Yet, there has been too little research to firmly assert the overall effects of heating oil sands and removing them in place. Early indications are that in situ removal may be even more greenhouse gas intensive than strip or open-pit mining.22 Similar concerns surround the in situ removal of oil shale and coal-to-liquids processes. These geography-dependent unintended consequences must be probed more fully, and policymakers must keep the implications of land-use changes in mind.
As the world increasingly turns toward unconventional oil supplies, it must consider the larger carbon footprints of these oils throughout the fuel cycle.
Where these and future processes are taking place also matters. There will be a huge need for sophisticated upgrading capacity in the future, with strong, increasing demand for gasoline and diesel fuel, slow or little demand growth for the heavier oil fractions, and the “heavying up” of the oil slate. The location of that new upgrading capacity is likely to depend on climate policy—the path of least resistance is often the most attractive for development. Uneven policies on a global scale could lead to significant carbon leakage as high-carbon oils travel to locations without effective greenhouse gas emission controls for upgrading.
Furthermore, refineries will need to take a close look at their bottom lines when updating their existing processes to meet the needs of new oils. Refineries produce a variety of products from a barrel of oil, but the product slate has begun to change because the makeup of a barrel of crude is changing.23 While refineries can be optimized to a certain extent to maximize the amount and types of products they put out, refinery specs are influenced by exogenous factors (see box 3). Shifts in the carbon-equivalent emission intensities of new oils will require improved monitoring, reporting, and verifying as century-old oil-refining processes adapt to new oil makeups.
The petroleum industry has been remarkably adept at inventing processes and products from lower-quality feedstock—to the point where the public is not even aware that oil itself has been changing. For example, burgeoning foreign markets, with fewer environmental protections, have begun to absorb low-priced, high-carbon exports of petroleum coke from oil-sand-mining production in Canada.
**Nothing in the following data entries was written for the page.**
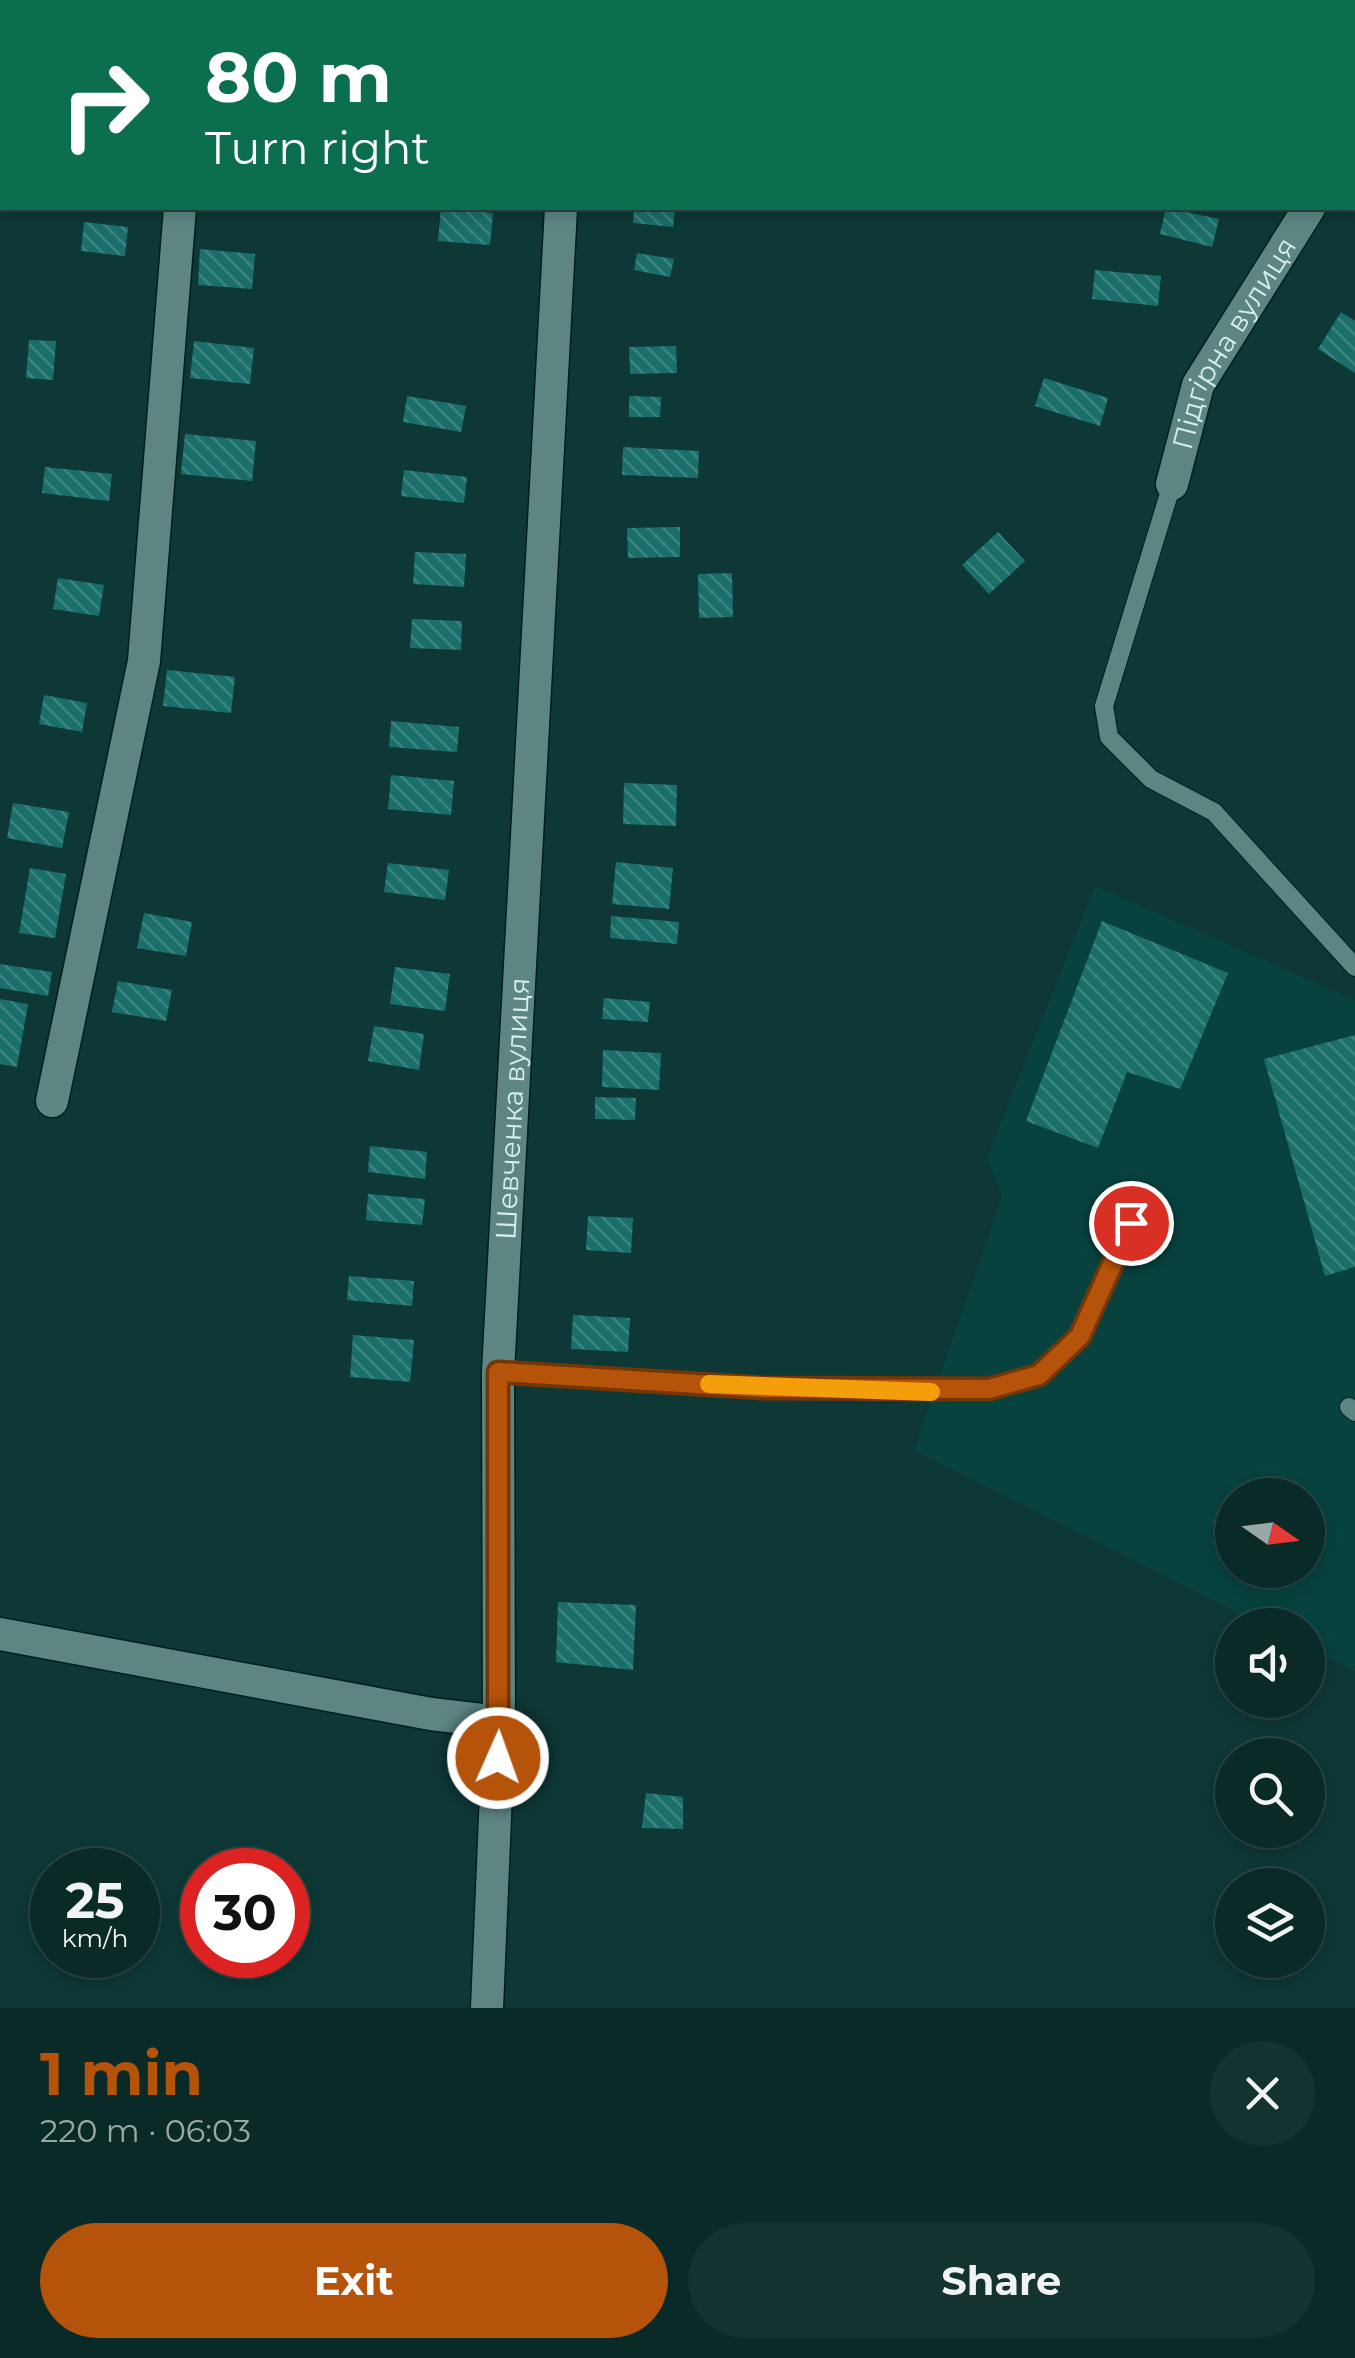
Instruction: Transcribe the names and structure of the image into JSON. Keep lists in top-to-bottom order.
{
  "streets": {
    "street": ["Підгірна вулиця", "Шевченка вулиця"]
  },
  "north": "right",
  "page": {
    "turn": ["80 m", "Turn right"],
    "speed": "25 km/h",
    "limit": "30",
    "heading": ["1 min", "220 m · 06:03"],
    "buttons": ["Exit", "Share"]
  }
}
Petroleum coke, or pet coke, is similar to coal but sells at a lower price than thermal coal because this solid residue consists of 90–95 percent carbon. One step above industrial waste, when burned, petroleum coke emits high levels of greenhouse gases that are comparable to coal emissions but with more accompanying ash and toxic metals. Today, U.S. exports consist primarily of heavier products that are not in high demand domestically—diesel, residual fuel oil, asphalt, and petroleum coke.24 Pet coke in particular is used as a feedstock in coke ovens for the steel industry, for heating purposes, for electrode manufacture, and for production of chemicals. Left to the world market, it is easy for these oils to become widely used—and to overlook their significant carbon impacts.
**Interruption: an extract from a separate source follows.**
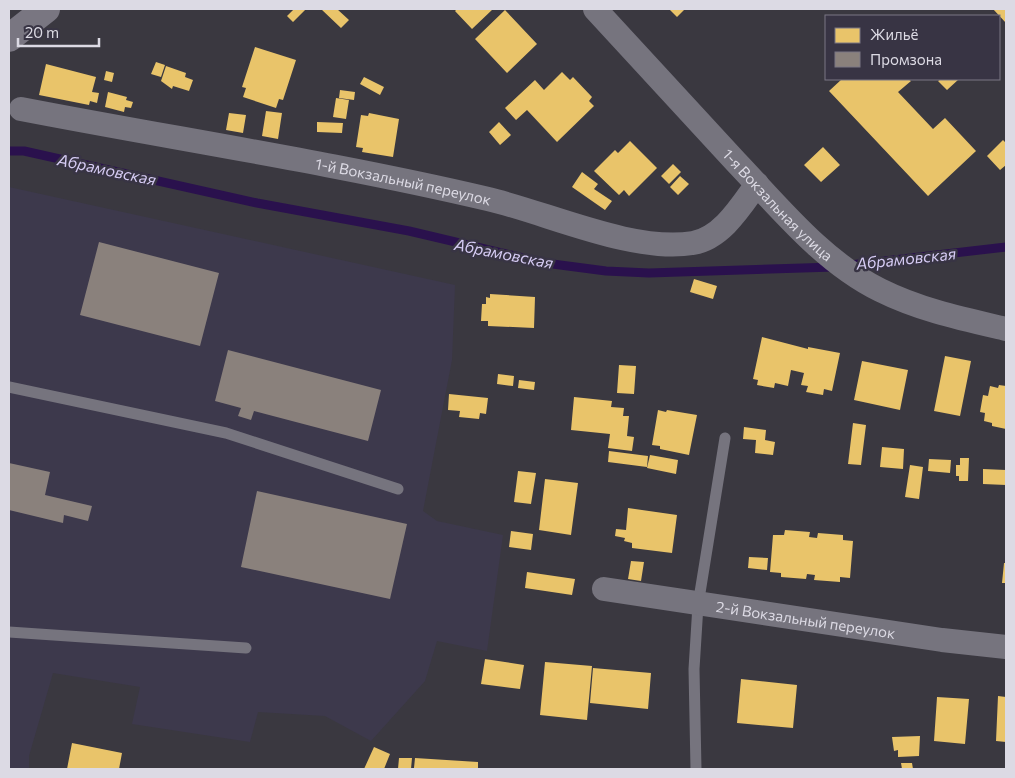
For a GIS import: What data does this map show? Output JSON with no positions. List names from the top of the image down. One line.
{"streets":{"street":["1-й Вокзальный переулок","1-я Вокзальная улица","2-й Вокзальный переулок"]},"crossings":[["1-й Вокзальный переулок","1-я Вокзальная улица"]],"water":["Абрамовская"],"legend":["Жильё","Промзона"],"scale_bar":"20 m"}
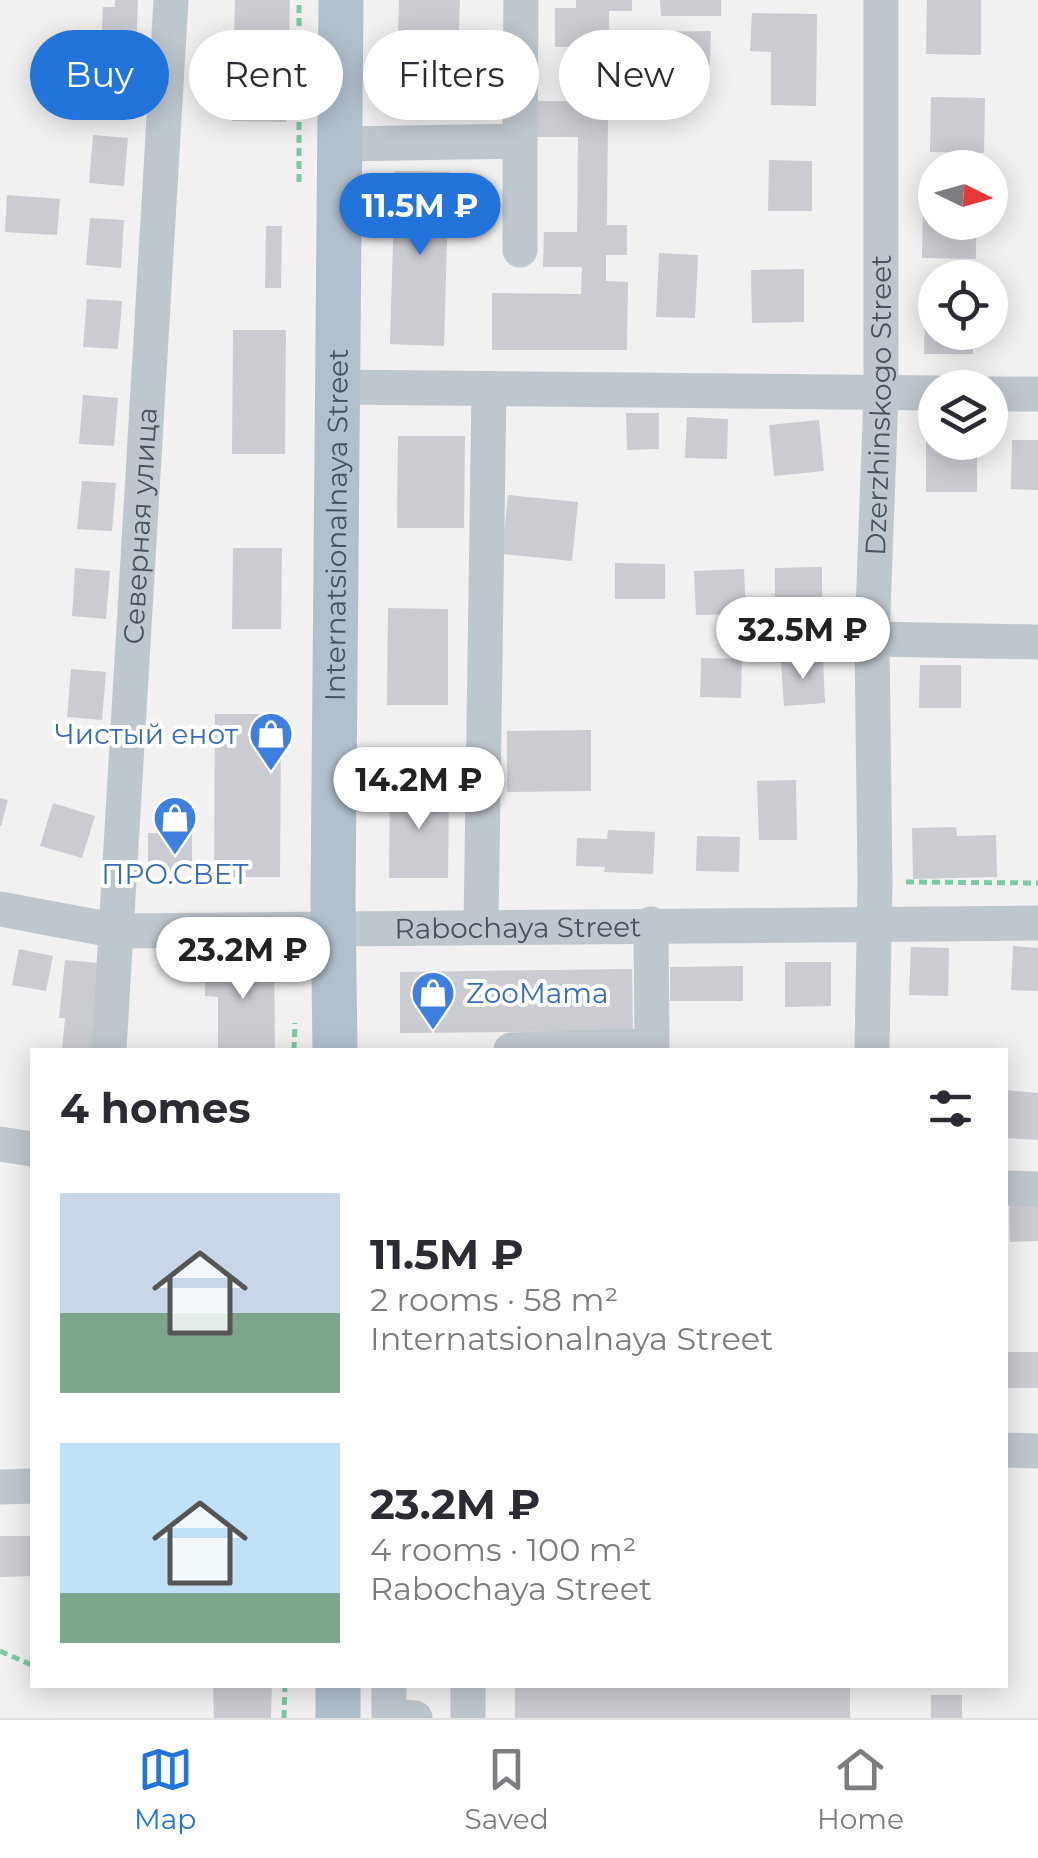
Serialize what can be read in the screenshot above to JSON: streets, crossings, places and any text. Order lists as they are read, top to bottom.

And the availability of this unconventional oil could change petroleum product flows to U.S. (and global) oil markets with resulting changes to carbon footprints. In the 1970s, for instance, the United States backed oil out of the power sector and shaved the share of oil in the industrial and residential sector, leaving the majority of oil for transportation. Now and in the future, the high-carbon petroleum products borne from new oils could readily find their way into the industrial, building, and power sectors.
The potential to increase carbon and other greenhouse gas emissions pervades new oils—from extraction to upgrading and refining and use. With so many emission outlets, oil policy must be looked at closely.
Managing New Oils With New Policies
Unconventional oils are nature’s own carbon-capture and storage device. When they are tapped, we risk breaking open this natural carbon-fixing system. According to the National Petroleum Council, critical aspects of unconventional oils—including their greenhouse gas emission intensity—are currently not well understood.25
Until recently, the environmental effects of the petroleum fuels that power the transportation sector were also not well understood. But great strides have been made toward a better understanding of the life-cycle greenhouse gas emissions from these fuels.26 Yet, while the tailpipe emissions attributed to automobile combustion may not differ markedly regardless of which type of today’s conventional oil is used, the debate over what constitutes the actual life cycle of unconventional oils reveals the complex and dynamic nature of the full impact of new hydrocarbons.
In the absence of complete information, this issue is sometimes attacked with emerging if imperfect tools: fuel standards. There are current policies in place or in the planning phase in certain regions that impose emission standards on vehicles, including California’s Low Carbon Fuel Standard, which requires a 10 percent reduction in the carbon intensity of gasoline and diesel in the state by 2020, and the European Commission’s Fuel Quality Directive, which requires a 10 percent reduction in the emission intensity of transport fuels by 2020. But fuel policies, while necessary and important, may not be sufficient to manage the wide-ranging climate impacts of new oils. As more unconventional oil enters the economy and its byproducts make their way into other sectors for other uses, regulating new oils based on their end-use transport components may not offer ample protection.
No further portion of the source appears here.